Risk refers to a specific form of uncertainty when information about the probability of each possible outcome is known (von Neumann and Morgenstern, 1944). Risk preference, also known as “risk attitude”, “risk tolerance” and “sensitivity to risk”, is usually referred to as the propensity to engage in risky activities (Dohmen et al., 2011; Hertwig et al., 2019). People with a high risk preference tend to engage in more risky behaviors, including automobile speeding, alcoholism, and promiscuity, which not only result in significant economic losses but also impact social order and public safety (Bolton, 1992; Karlsson Linnér et al., 2019; Moss, 2013). Conversely, individuals with a lower risk preference are more inclined toward a safe outcome than a risky but potentially better outcome (Anderson and Mellor, 2008).

Current evidence indicates a close association of risk preference with major depressive disorder (MDD) and bipolar disorder (BP). Chong Chen et al. reported that individuals with increasing depressive symptoms exhibited enhanced risk aversion in the experience-based task but not the description-based task compared to those with decreasing depressive symptoms (Chen et al., 2022a). Moreover, Xinlei Ji et al. reported greater activation in the left dorsolateral prefrontal cortex in MDD patients with suicide attempts, which means that suicide attempt patients would be hypersensitive to loss, contributing to conservative decision-making when faced with substantial and extreme choices (Ji et al., 2021). Conversely, Qinyu Liu et al. discovered that MDD patients exhibited higher risk preference and lower ability to learn and adapt from within-task observations than healthy control individuals (HCs) (Liu et al., 2022). In contrast to MDD, BP patients often exhibit consistently elevated risk preferences, including increased risky staying and risky shifting, which contribute to their riskier decisions in the Iowa Gambling Task (van Enkhuizen et al., 2014). This finding was also confirmed in animal experiments conducted by Jared W Young et al., who observed increased risk-taking behavior in dopamine transporter knockdown mice, which were considered a BD manic model (Young et al., 2011).

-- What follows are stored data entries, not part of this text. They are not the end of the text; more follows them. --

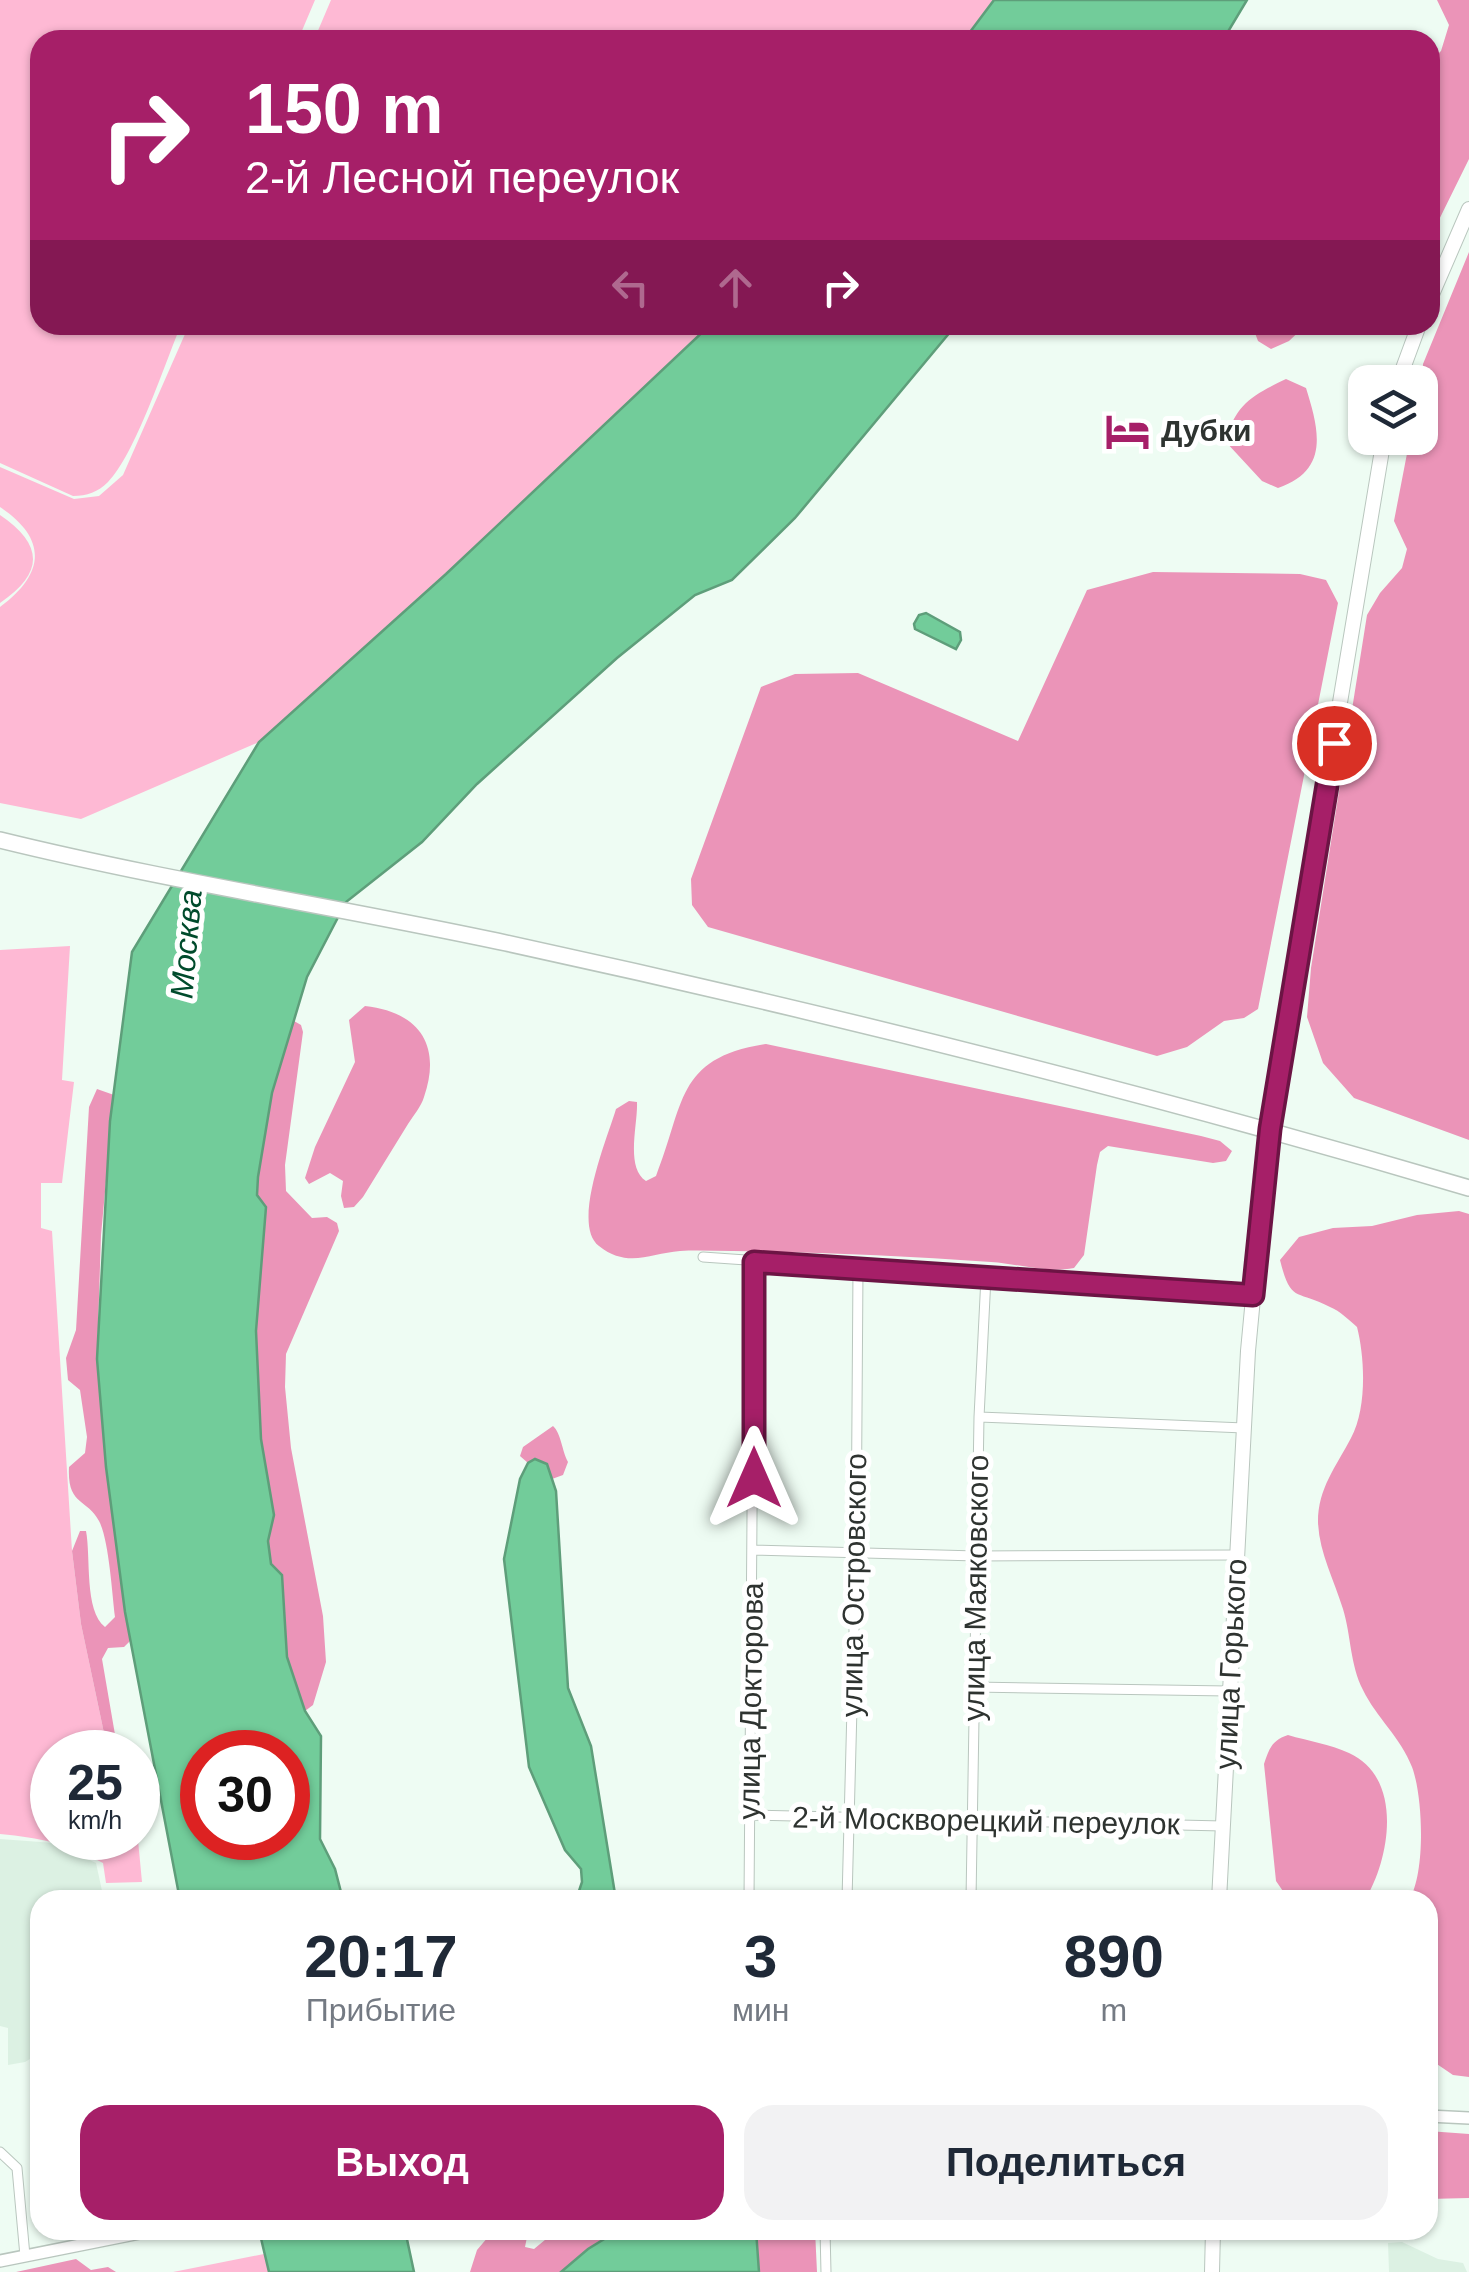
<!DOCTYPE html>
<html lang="ru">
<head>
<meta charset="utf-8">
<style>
	:root { --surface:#fff; --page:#f2f2f3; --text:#1f2937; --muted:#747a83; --accent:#a61f68 }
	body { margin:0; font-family:Arial,sans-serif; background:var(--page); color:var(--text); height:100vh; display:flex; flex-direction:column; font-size:38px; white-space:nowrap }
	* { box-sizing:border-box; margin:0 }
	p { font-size:32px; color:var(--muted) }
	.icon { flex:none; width:55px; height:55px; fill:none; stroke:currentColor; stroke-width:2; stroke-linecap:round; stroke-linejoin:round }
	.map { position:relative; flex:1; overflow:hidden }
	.drawer { position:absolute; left:30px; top:1890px; width:1408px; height:350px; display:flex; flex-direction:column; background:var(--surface); border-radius:30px; box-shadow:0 2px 8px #0004 }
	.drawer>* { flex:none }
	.banner { position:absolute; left:30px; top:30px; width:1410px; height:305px; border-radius:30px; box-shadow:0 2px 8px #0004; background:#a61f68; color:#fff; overflow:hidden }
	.buttons { position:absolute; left:1348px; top:365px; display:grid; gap:20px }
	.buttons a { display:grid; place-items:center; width:90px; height:90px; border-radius:20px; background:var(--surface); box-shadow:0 2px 8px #0004; font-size:50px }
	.speed { position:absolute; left:30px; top:1730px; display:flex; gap:20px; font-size:50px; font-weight:700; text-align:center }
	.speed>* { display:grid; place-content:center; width:130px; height:130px; border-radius:50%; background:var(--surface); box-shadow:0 2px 8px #0004; line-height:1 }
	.speed small { font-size:25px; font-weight:400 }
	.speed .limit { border:15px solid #d22; background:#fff; color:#111 }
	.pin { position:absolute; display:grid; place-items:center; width:85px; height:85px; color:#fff; margin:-42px; border:5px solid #fff; border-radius:50%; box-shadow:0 2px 10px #0007 }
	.me { position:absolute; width:110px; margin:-55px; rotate:0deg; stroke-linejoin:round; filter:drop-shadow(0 0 8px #0008) }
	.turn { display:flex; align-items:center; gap:35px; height:210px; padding:0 50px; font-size:45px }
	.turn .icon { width:130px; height:130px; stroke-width:2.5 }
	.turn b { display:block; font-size:70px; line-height:85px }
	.lanes { display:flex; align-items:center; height:95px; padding:0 50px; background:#0003; justify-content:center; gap:50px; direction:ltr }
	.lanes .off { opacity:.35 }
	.eta { display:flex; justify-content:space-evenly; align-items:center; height:170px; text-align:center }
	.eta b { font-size:60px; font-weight:600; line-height:70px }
	.primary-button { display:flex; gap:20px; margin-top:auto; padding:20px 50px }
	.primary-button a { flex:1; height:115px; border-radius:30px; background:var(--accent); color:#fff; font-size:40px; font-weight:600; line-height:115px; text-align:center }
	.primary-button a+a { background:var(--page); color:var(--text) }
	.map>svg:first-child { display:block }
	.built { fill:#dcf1e3 }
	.green { fill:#feb9d4 }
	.forest { fill:#eb94b8 }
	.water { fill:#72cc9a; stroke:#5e9e7a; stroke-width:2.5; fill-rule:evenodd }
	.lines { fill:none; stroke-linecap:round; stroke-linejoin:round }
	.minor-casing { stroke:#b9c6be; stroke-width:11 }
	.tertiary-casing { stroke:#b9c6be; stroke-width:14 }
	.secondary-casing { stroke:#b9c6be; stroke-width:16 }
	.trunk-casing { stroke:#b9c6be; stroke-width:18 }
	.minor { stroke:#fff; stroke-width:9 }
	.tertiary { stroke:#fff; stroke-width:11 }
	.secondary { stroke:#fff; stroke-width:14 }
	.trunk { stroke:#fff; stroke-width:15 }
	.route-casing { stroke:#6c1444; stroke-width:25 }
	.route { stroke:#a61f68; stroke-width:18 }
	.labels { text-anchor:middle; stroke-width:10; stroke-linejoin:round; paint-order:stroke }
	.poi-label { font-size:30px; font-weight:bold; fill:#2e3330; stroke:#fff; text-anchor:start }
	.street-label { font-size:30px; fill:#2e3330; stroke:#fff }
	.water-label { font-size:32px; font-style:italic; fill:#004b2c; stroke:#fff }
</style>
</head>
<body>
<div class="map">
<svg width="1469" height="2272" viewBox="0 0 1469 2272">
	<rect width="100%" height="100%" fill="#eefcf3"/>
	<!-- built -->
	<path class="built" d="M 0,1839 L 54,1843 L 96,1863 L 104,1900 L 40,1900 L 40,2053 L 25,2062 L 8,2065 L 8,2028 L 0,2026 Z
		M 1402,2242 L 1438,2259 L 1463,2263 L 1467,2272 L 1389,2272 L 1388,2243 Z"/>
	<!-- green -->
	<path class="green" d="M 0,0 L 315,0 L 298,40 L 40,40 L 40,325 L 181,325 C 165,363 135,455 108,482 C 98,492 87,496 73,496 L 0,463 Z
		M 331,0 L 994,0 L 964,40 L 314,40 Z
		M 189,325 L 710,325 L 446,574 L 259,742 L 81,819 L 0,803 L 0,607 C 45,574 48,539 0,507 L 0,467 L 74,499 L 99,496 L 123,475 Z
		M 0,515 C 43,544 45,573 0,603 Z
		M 70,946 L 62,1080 L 74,1082 L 62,1183 L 41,1183 L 41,1228 L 52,1231 L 72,1551 L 81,1624 L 108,1752 L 52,1752 L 52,1838 L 138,1840 L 142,1882 L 106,1883 L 103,1863 C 66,1843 41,1838 0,1834 L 0,950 Z
		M 264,2254 L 269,2272 L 173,2272 Z"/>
	<!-- forest -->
	<path class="forest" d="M 1437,0 L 1469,0 L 1469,159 L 1430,238 L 1430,61 L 1441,51 L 1449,25 Z
		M 1469,252 L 1469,1140 L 1354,1098 L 1323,1063 L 1307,1017 L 1311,968 L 1367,615 L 1380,593 L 1402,568 L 1407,549 L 1394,521 L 1410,438 L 1420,438 L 1423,364 Z
		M 1252,325 L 1306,325 L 1289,341 L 1271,349 L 1258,341 Z
		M 1286,379 L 1306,388 C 1319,430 1330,470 1278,488 L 1262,481 L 1225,441 C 1237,403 1251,396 1286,379 Z
		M 1153,572 L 1300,574 L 1326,580 L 1338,603 L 1258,1009 L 1244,1018 L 1224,1021 L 1187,1047 L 1157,1056 L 708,927 L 692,905 L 691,879 L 761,687 L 795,674 L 858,673 L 1018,741 L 1087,590 Z
		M 365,1006 C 419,1012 442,1045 424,1097 C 421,1107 413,1116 408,1124 C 393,1148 378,1173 363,1197 L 354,1207 L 344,1208 L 341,1196 L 343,1181 L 330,1173 L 309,1184 L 305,1178 L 315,1147 L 355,1062 L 349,1020 Z
		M 294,1021 L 301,1025 L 303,1032 L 285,1165 L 286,1191 L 312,1218 L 327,1217 L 337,1223 L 339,1231 L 286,1354 L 285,1387 L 291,1448 L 323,1616 L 326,1662 L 313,1705 L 305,1711 L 287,1656 L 282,1575 L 271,1564 L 268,1541 L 274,1515 L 261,1439 L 256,1331 L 266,1207 L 257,1195 L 258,1177 L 272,1093 Z
		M 766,1044 L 1201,1136 L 1220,1141 L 1232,1151 L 1226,1161 L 1213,1163 L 1108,1146 L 1100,1152 L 1097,1165 L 1084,1255 L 1074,1268 C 1044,1273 1020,1264 991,1262 C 905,1256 819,1252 733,1251 C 715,1251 697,1250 680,1251 C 651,1253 628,1269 599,1246 C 571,1225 607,1139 616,1109 L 629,1101 L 637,1102 C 638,1125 625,1167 646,1181 L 656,1176 C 685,1104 675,1058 766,1044 Z
		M 97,1089 L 114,1095 L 101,1235 L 97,1359 L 106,1467 L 130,1641 L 124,1647 L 108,1648 L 102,1659 L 118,1752 L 108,1752 L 81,1624 L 72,1551 L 80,1531 L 86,1531 C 91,1556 84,1611 105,1627 L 115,1617 C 112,1593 109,1540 99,1521 C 87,1498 67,1506 69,1467 L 85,1453 L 87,1437 L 80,1390 L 68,1380 L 66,1358 L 76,1330 L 89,1107 Z
		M 1459,1211 L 1469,1214 L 1469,2077 L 1453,2075 L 1428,2058 L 1428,1900 L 1409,1900 C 1426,1873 1423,1796 1412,1767 C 1401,1738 1376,1717 1363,1690 C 1350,1665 1351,1635 1343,1609 C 1334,1580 1319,1552 1318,1522 C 1318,1488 1336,1467 1351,1438 C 1367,1409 1365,1358 1357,1327 C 1349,1320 1340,1311 1330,1307 C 1296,1289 1291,1304 1280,1260 L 1299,1237 L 1333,1228 L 1372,1226 L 1417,1215 Z
		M 553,1426 C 561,1433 562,1451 568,1462 L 563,1475 L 552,1479 L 547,1464 L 535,1459 L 528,1463 L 520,1456 L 523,1447 Z
		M 1288,1735 C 1308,1741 1330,1744 1349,1753 C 1404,1778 1390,1859 1365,1900 L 1289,1900 L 1276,1881 L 1264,1764 C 1269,1749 1272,1740 1288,1735 Z
		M 1428,2131 L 1469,2134 L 1469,2198 L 1428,2199 Z
		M 494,2230 L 535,2230 L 527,2237 L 525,2247 L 534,2249 L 557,2230 L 619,2230 L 588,2249 L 561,2272 L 470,2272 L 477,2250 Z
		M 756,2230 L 815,2230 L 817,2272 L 759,2272 Z
		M 76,2259 L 91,2270 L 108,2267 L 116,2272 L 16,2272 Z"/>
	<!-- water -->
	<path class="water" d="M 994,0 L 1247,0 L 1223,40 L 964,40 Z
		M 710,325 L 956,325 L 795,518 L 732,580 L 695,595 L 617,658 L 477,784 L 422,842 L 346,902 L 307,977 L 272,1093 L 258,1177 L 257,1195 L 266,1207 L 256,1331 L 261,1439 L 274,1515 L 268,1541 L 271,1564 L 282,1575 L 287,1657 L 305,1711 L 321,1736 L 320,1839 L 335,1869 L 343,1900 L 180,1900 L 125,1612 L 106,1467 L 97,1359 L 110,1121 L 132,952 L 259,742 L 446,574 ZM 202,1752 L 288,1752 L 288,1838 L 202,1838 Z
		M 926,613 L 960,632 L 961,640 L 956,649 L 915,629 L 914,624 L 919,615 Z
		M 535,1459 L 547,1464 L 556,1491 L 568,1688 L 591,1746 L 616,1900 L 576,1900 L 582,1882 L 581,1869 L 565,1850 L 529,1767 L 504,1559 L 520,1479 L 528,1463 Z
		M 259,2230 L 405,2230 L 414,2272 L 269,2272 Z
		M 619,2230 L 756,2230 L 759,2272 L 561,2272 L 588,2249 Z"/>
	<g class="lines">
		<defs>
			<path id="minor" d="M 703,1257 L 1253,1295
				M 979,1417 L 1244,1428
				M 754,1550 L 977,1556 L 1237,1555
				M 973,1687 L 1228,1691
				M 749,1815 L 1223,1826
				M 749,1900 L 754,1262
				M 847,1900 L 856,1553 L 858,1269
				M 971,1900 L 979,1417 L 986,1277
				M 0,2152 L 17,2168 L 25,2256
				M 825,2230 L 826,2272"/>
			<path id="tertiary" d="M 1428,2116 L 1469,2118
				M 0,2261 L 155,2230"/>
			<path id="secondary" d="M 1430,299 L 1469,209
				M 1398,382 L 1419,325
				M 1219,1900 L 1248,1351 L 1269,1129 L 1384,438
				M 1212,2272 L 1213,2230"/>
			<path id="trunk" d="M 0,840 C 167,881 338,907 506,943 C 829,1013 1151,1094 1469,1188"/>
		</defs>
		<!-- minor casing -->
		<use href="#minor" class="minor-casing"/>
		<!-- tertiary casing -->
		<use href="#tertiary" class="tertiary-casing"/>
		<!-- secondary casing -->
		<use href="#secondary" class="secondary-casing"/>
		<!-- trunk casing -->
		<use href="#trunk" class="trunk-casing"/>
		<!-- minor -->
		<use href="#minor" class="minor"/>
		<!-- tertiary -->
		<use href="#tertiary" class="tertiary"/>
		<!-- secondary -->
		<use href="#secondary" class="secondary"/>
		<!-- trunk -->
		<use href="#trunk" class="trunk"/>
	</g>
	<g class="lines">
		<defs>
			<path id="route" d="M 754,1478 L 754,1262 L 1253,1295 L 1270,1129 L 1334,743"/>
		</defs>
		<!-- route casing -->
		<use href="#route" class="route-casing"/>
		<!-- route -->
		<use href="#route" class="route"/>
	</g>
	<!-- icons -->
	<defs>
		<symbol id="hotel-bare" viewBox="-9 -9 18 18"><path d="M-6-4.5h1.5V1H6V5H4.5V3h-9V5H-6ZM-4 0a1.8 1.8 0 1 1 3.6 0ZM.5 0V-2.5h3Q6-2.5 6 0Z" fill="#a61f68" stroke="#fff" stroke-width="2.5" paint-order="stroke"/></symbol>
	</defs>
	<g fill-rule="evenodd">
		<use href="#hotel-bare" x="1096" y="400" width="63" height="63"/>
	</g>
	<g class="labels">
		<!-- poi labels -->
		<g class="poi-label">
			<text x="1161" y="441">Дубки</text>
		</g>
		<!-- street labels -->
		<g class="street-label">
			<text transform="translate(854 1585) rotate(-89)" y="10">улица Островского</text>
			<text transform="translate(976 1588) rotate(-89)" y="10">улица Маяковского</text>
			<text transform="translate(1231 1664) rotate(-87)" y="10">улица Горького</text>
			<text transform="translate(751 1701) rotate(-89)" y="10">улица Докторова</text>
			<text transform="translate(986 1821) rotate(1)" y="10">2-й Москворецкий переулок</text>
		</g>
		<!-- water labels -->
		<g class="water-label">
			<text transform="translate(186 944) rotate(-85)" y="11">Москва</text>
		</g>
	</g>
</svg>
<div class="buttons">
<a><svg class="icon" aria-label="layers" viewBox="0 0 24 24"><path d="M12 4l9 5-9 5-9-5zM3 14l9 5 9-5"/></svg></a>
</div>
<div class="speed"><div>25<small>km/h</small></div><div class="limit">30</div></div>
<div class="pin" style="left:1334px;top:743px;background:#d93025"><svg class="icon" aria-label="arrive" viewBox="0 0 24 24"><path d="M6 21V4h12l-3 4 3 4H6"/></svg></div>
<svg class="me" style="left:754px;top:1478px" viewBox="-20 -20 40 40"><path d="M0-17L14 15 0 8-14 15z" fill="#a61f68" stroke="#fff" stroke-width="4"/></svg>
<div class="banner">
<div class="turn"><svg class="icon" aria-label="right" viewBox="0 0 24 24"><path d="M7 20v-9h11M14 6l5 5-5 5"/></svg><div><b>150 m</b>2-й Лесной переулок</div></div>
<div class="lanes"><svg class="icon off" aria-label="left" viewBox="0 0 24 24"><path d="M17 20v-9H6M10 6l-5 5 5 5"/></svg><svg class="icon off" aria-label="ahead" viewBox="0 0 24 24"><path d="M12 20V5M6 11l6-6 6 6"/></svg><svg class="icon" aria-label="right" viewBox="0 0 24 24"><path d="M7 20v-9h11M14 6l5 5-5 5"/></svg></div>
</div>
<section class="drawer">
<div class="eta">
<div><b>20:17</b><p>Прибытие</p></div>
<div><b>3</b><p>мин</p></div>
<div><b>890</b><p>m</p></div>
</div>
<div class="primary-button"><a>Выход</a><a>Поделиться</a></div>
</section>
</div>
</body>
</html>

Overall, despite some studies exploring the relationship between risk preference and emotional disorders, the results have been heterogeneous and unable to determine causality. In addition, there are several concerns regarding this relationship. First, prior studies often considered risk preference as a part of the neurocognitive process, rather than an independent factor, in the exploration of the relationship between risk preference and mood disorders (Milienne-Petiot et al., 2017b; van Enkhuizen et al., 2014). Second, the results regarding the link between risk preference and mood disorders are inconsistent in prior studies. Third, previous studies have often been influenced by small sample sizes, high heterogeneity, and the presence of behavioral, social, and genetic confounding factors.

Mendelian randomization (MR) is a popular method to explore the mutual causality between diseases and risk factors using genetic variants and large samples, with the advantage of avoiding conventional confounding biases in observational studies (Sekula et al., 2016). Because genetic variants are assigned randomly before birth, they are relatively independent of environmental factors; thus, they can be identified before disease onset, with minimization of residual confounding and reverse causality, which are limitations to conventional observational studies. As an extension to the MR approach, two-sample MR analysis allows the direct use of the summary statistics of genome-wide association studies (GWASs) without the need to analyze data at an individual level. At the same time, two-sample MR could combine SNP exposure and SNP outcome into a single causal estimate from independent GWAS, which could also avoid the classic problems of observational research. Therefore, exploring the bidirectional relationship between risk preference and mood disorders using a large GWAS cohort not only helps us further understand the causal link between risk preference and mood disorders but may also help identify potential markers for the early identification of mood disorders.

The aim of this study was to examine the bidirectional relationships between risk preference and mood disorders. Regarding the disparity in prior findings, we posed the following hypothesis: risk preferences vary among individuals with different mood disorders. To verify our hypothesis, we conducted a two-sample bidirectional MR analysis with the use of publicly available GWAS data to assess the potential causal association between risk preference and mood disorders.